Collected data:
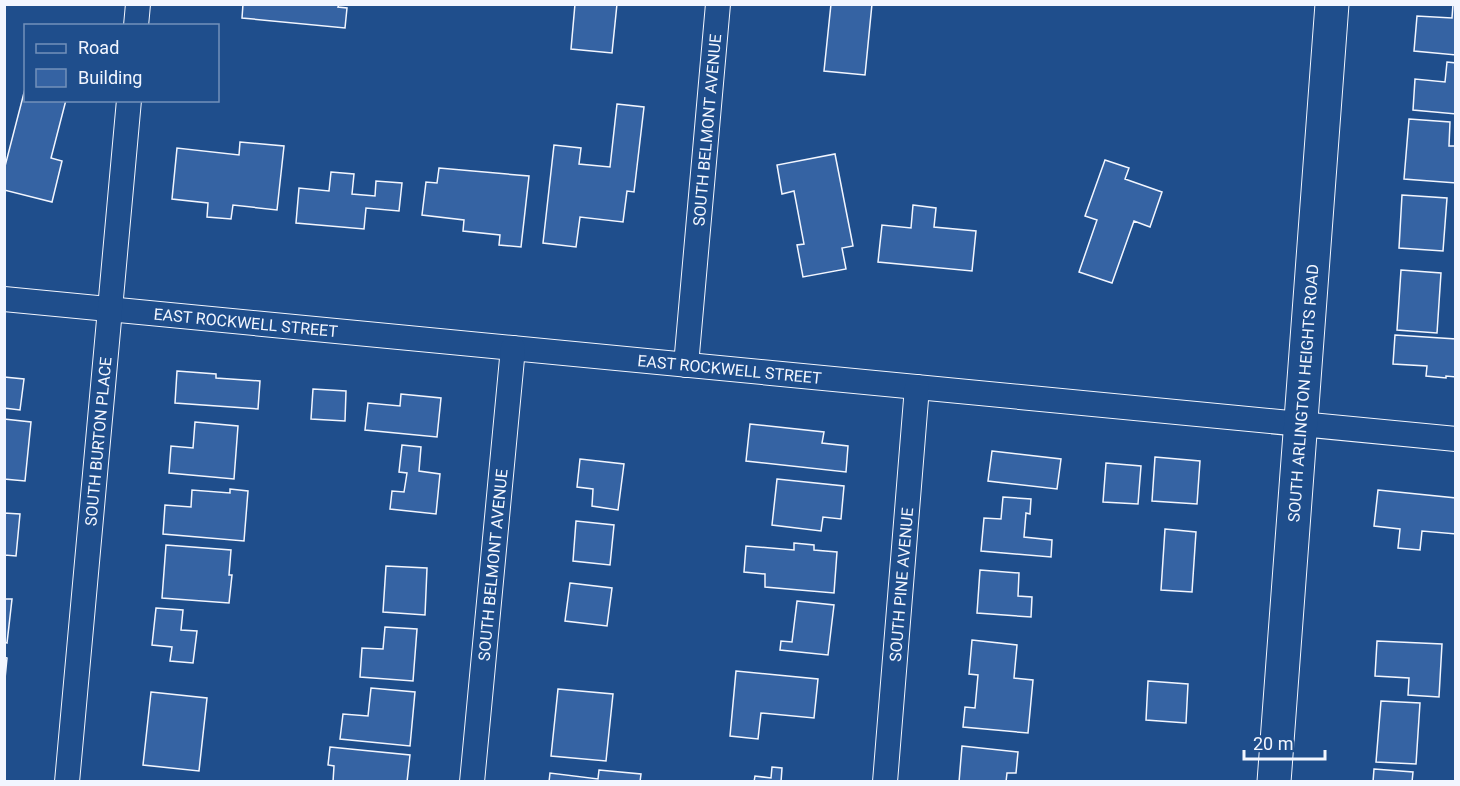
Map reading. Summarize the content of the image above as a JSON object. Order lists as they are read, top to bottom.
{
  "streets": {
    "main road": ["SOUTH ARLINGTON HEIGHTS ROAD"],
    "street": [
      "SOUTH BELMONT AVENUE",
      "EAST ROCKWELL STREET",
      "SOUTH BURTON PLACE",
      "SOUTH PINE AVENUE"
    ]
  },
  "crossings": [
    ["SOUTH BELMONT AVENUE", "EAST ROCKWELL STREET"],
    ["EAST ROCKWELL STREET", "SOUTH ARLINGTON HEIGHTS ROAD"],
    ["EAST ROCKWELL STREET", "SOUTH BURTON PLACE"],
    ["EAST ROCKWELL STREET", "SOUTH PINE AVENUE"]
  ],
  "legend": ["Road", "Building"],
  "scale_bar": "20 m"
}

### [ACTIVITY]
When you write out the data, keep every line exact and drop the pictures.

### [WRITTEN SOLUTION]
Map reading. Summarize the content of the image above as a JSON object. Order lists as they are read, top to bottom.
{
  "streets": {
    "main road": ["SOUTH ARLINGTON HEIGHTS ROAD"],
    "street": [
      "SOUTH BELMONT AVENUE",
      "EAST ROCKWELL STREET",
      "SOUTH BURTON PLACE",
      "SOUTH PINE AVENUE"
    ]
  },
  "crossings": [
    ["SOUTH BELMONT AVENUE", "EAST ROCKWELL STREET"],
    ["EAST ROCKWELL STREET", "SOUTH ARLINGTON HEIGHTS ROAD"],
    ["EAST ROCKWELL STREET", "SOUTH BURTON PLACE"],
    ["EAST ROCKWELL STREET", "SOUTH PINE AVENUE"]
  ],
  "legend": ["Road", "Building"],
  "scale_bar": "20 m"
}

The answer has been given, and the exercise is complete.